Applicants must be in a designated region. That means they must be in a county designated for federal assistance—or in a county contiguous to an eligible county.
Qualifications
To be eligible for the relief measures, the sales must be solely due to drought, floods or other severe weather that caused the region to be designated for federal assistance. Livestock generally has to be replaced within a four-year period, instead of the usual two-year period.
The relief generally applies to capital gains from sales of livestock held for draft, dairy, or breeding purposes. Sales of other livestock, such as those raised for slaughter or held for sporting purposes, or poultry, are not eligible.
Details, including an example of how this provision works, can be found in Notice 2006-82 (PDF), available on IRS.gov.
Qualifying counties have been deemed to be suffering exceptional, extreme, or severe drought conditions any week between Sept. 1, 2018 and Aug. 31, 2019. This determination is made by the National Drought Mitigation Center. All or part of 32 states, plus Guam, the U.S. Virgin Islands, and the Commonwealths of Puerto Rico and the Northern Mariana Islands, are listed in Notice 2019-54 (PDF).
Qualified farmers and ranchers whose drought-sale replacement period was scheduled to expire at the end of this tax year—Dec. 31, 2019 in most cases—now have until the end of their next tax year.

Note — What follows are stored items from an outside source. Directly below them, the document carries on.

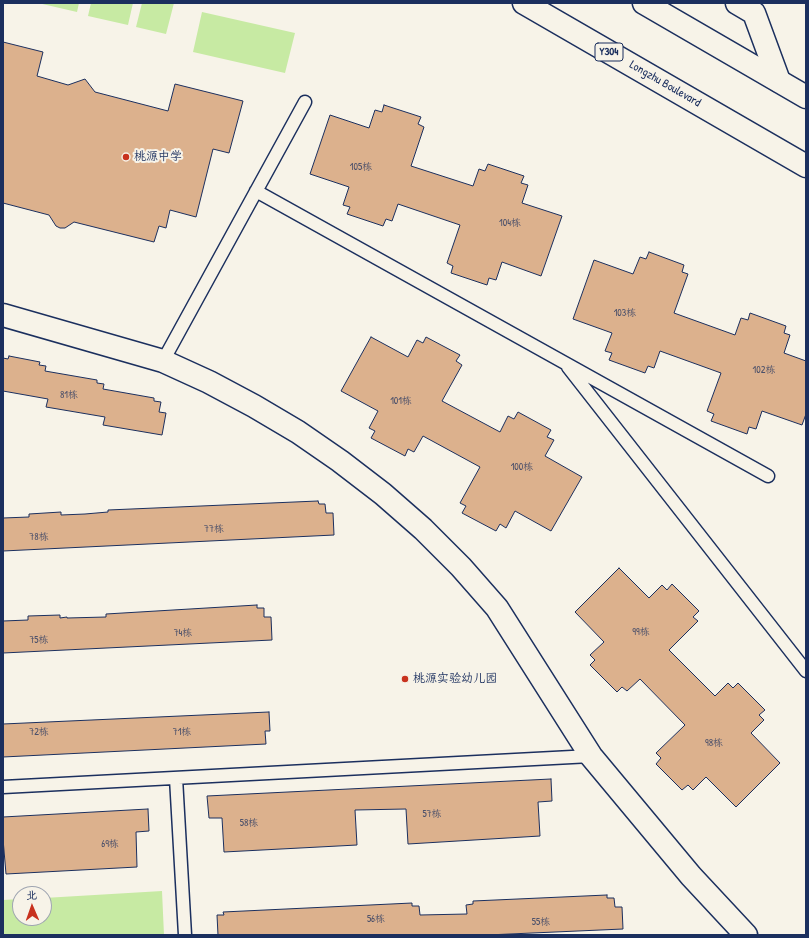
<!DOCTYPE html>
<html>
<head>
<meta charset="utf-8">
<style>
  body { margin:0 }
  #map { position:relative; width:809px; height:938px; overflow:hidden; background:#f7f3e8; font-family:"Patrick Hand","LXGW WenKai TC",sans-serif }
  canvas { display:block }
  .frame { position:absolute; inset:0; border:4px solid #1b2f5e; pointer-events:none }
  .north { position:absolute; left:12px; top:886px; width:40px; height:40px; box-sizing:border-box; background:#f7f3e8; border:1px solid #9fa5b1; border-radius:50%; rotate:358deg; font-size:11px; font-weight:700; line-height:16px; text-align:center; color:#1b2f5e }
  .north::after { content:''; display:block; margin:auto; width:14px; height:18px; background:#c8321e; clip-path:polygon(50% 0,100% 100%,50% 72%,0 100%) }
</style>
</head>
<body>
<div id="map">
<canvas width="809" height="938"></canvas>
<div class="frame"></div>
<div class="north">北</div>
</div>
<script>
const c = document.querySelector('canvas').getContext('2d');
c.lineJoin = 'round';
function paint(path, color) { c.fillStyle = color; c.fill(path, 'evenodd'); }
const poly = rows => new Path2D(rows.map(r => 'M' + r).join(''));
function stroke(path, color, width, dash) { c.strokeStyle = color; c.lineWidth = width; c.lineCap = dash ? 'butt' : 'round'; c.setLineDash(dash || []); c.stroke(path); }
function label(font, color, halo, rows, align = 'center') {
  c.font = font + ' "Patrick Hand","LXGW WenKai TC",sans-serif'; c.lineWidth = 4; c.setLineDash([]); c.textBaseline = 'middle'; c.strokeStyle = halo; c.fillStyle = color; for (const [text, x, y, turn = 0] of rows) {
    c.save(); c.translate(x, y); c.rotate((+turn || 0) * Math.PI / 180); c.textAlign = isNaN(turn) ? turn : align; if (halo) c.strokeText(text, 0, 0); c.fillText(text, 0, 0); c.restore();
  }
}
const green = poly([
  [38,3,79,3,77,12],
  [91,3,133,3,128,25,88,16],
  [142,3,174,3,166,34,136,27],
  [202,12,295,33,285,73,193,52],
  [162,891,164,935,3,935,3,900,20,899,20,918,44,918,44,898]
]);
const building = poly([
  [3,42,43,52,37,76,68,85,85,79,95,92,168,111,175,84,243,101,229,153,213,149,196,217,170,210,166,228,159,226,154,242,74,222,65,228,60,228,56,226,49,215,3,203,3,42],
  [384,105,421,117,418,124,424,127,411,166,473,186,479,169,485,171,488,164,524,176,521,183,528,185,522,203,562,216,541,276,502,262,496,280,489,278,487,285,451,273,453,266,447,263,460,225,398,204,392,221,386,219,383,226,347,214,350,207,343,205,349,187,310,174,330,115,369,128,375,110,382,112,384,105],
  [649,252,684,265,682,272,688,274,674,313,735,335,741,318,748,320,750,313,786,326,784,333,790,335,784,353,806,361,806,414,802,425,762,411,756,429,749,427,747,434,711,421,714,414,707,411,721,373,660,351,654,368,648,366,645,373,609,360,612,353,605,351,612,333,573,319,594,260,633,274,640,257,646,259,649,252],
  [371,337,408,357,417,340,423,343,426,337,460,355,456,361,462,365,442,401,500,432,508,416,514,419,518,412,551,430,547,437,554,440,545,456,582,477,551,531,515,511,506,528,500,524,496,531,462,513,466,506,460,503,480,467,423,436,414,452,408,449,405,456,371,438,375,431,369,428,378,411,341,391,371,337],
  [9,356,40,362,39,365,46,366,45,371,97,380,97,383,104,384,103,389,154,398,154,401,161,402,159,412,166,413,162,435,103,425,105,417,46,407,48,399,3,391,3,358,8,359,9,356],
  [318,501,319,504,325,504,326,513,333,513,334,535,3,551,3,518,29,517,29,514,61,512,61,515,85,514,108,512,108,510,318,501],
  [619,568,649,598,662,585,667,590,672,584,699,611,693,617,698,621,669,650,715,696,728,683,733,688,738,683,765,710,759,715,764,720,751,733,780,763,736,807,706,777,693,790,688,785,682,790,656,764,661,758,656,753,685,725,640,679,627,691,622,687,617,692,590,665,595,660,590,655,604,642,575,612,619,568],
  [257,605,257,608,264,608,264,617,271,617,272,640,3,653,3,621,28,620,28,616,60,615,60,618,67,617,67,618,106,617,106,614,257,605],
  [269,712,270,731,265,731,266,744,3,757,3,724,269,712],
  [551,779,552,801,538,802,540,836,408,844,406,809,355,810,357,845,224,852,222,818,209,818,207,796,551,779],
  [148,809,149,831,136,832,137,867,6,874,3,839,3,817,148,809],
  [607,895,607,898,614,898,615,907,622,907,623,929,487,935,218,935,217,915,224,915,223,912,412,903,412,906,419,906,420,915,467,914,466,905,473,904,473,901,607,895]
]);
const service = poly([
  [256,191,768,476],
  [163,361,305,102],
  [568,367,806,671],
  [176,778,185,935],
  [3,787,591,756]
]);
const minor = poly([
  [3,315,163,361,209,382,254,406,298,432,340,461,383,494,423,529,461,567,497,608,591,756,691,876,746,935]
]);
const secondary = poly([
  [737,3,754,13,779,81]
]);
const primary = poly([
  [524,3,806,166],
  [644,3,806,97]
]);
const markers = [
  [126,157,4,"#c8321e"],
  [405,679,4,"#c8321e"]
];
const numberNames = [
  ["105栋",361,167],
  ["104栋",510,223],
  ["103栋",625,313],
  ["102栋",764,370],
  ["81栋",69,395],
  ["101栋",401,401],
  ["100栋",522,467],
  ["77栋",214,529],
  ["78栋",39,537],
  ["99栋",641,632],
  ["74栋",183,633],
  ["75栋",39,640],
  ["72栋",39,732],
  ["71栋",182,732],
  ["98栋",714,743],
  ["57栋",432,814],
  ["58栋",249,823],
  ["69栋",110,844],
  ["56栋",376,919],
  ["55栋",541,922]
];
const shields = [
  [609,52,28]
];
const shieldNames = [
  ["Y304",609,52]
];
const streetNames = [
  ["Longzhu Boulevard",665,84,30]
];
const poiNames = [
  ["桃源中学",134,157],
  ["桃源实验幼儿园",413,679]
];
paint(green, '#c7eaa3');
paint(building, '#dcb18d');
stroke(building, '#1b2f5e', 1);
stroke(service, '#1b2f5e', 15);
stroke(minor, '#1b2f5e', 25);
stroke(secondary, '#1b2f5e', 25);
stroke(primary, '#1b2f5e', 25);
stroke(service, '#f7f3e8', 12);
stroke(minor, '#f7f3e8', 22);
stroke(secondary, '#f7f3e8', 22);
stroke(primary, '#f7f3e8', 22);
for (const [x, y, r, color] of markers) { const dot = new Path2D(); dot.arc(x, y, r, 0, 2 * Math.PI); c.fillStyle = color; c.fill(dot); stroke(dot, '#f7f3e8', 1.5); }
label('10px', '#4b506a', null, numberNames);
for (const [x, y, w] of shields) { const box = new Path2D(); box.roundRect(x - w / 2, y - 9, w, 18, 3); c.fillStyle = '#f7f3e8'; c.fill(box); stroke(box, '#1b2f5e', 1); }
label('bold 11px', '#1b2f5e', null, shieldNames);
label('12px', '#1b2f5e', '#f7f3e8', streetNames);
label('12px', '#1b2f5e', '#f7f3e8', poiNames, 'left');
</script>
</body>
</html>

The IRS release announcing the extension says it’s conceivable the relief could impact sales beyond the 2018-19 time frame. “Because the normal drought-sale replacement period is four years, this extension immediately impacts drought sales that occurred during 2015. The replacement periods for some drought sales before 2015 are also affected due to previous drought-related extensions affecting some of these localities,” the IRS writes.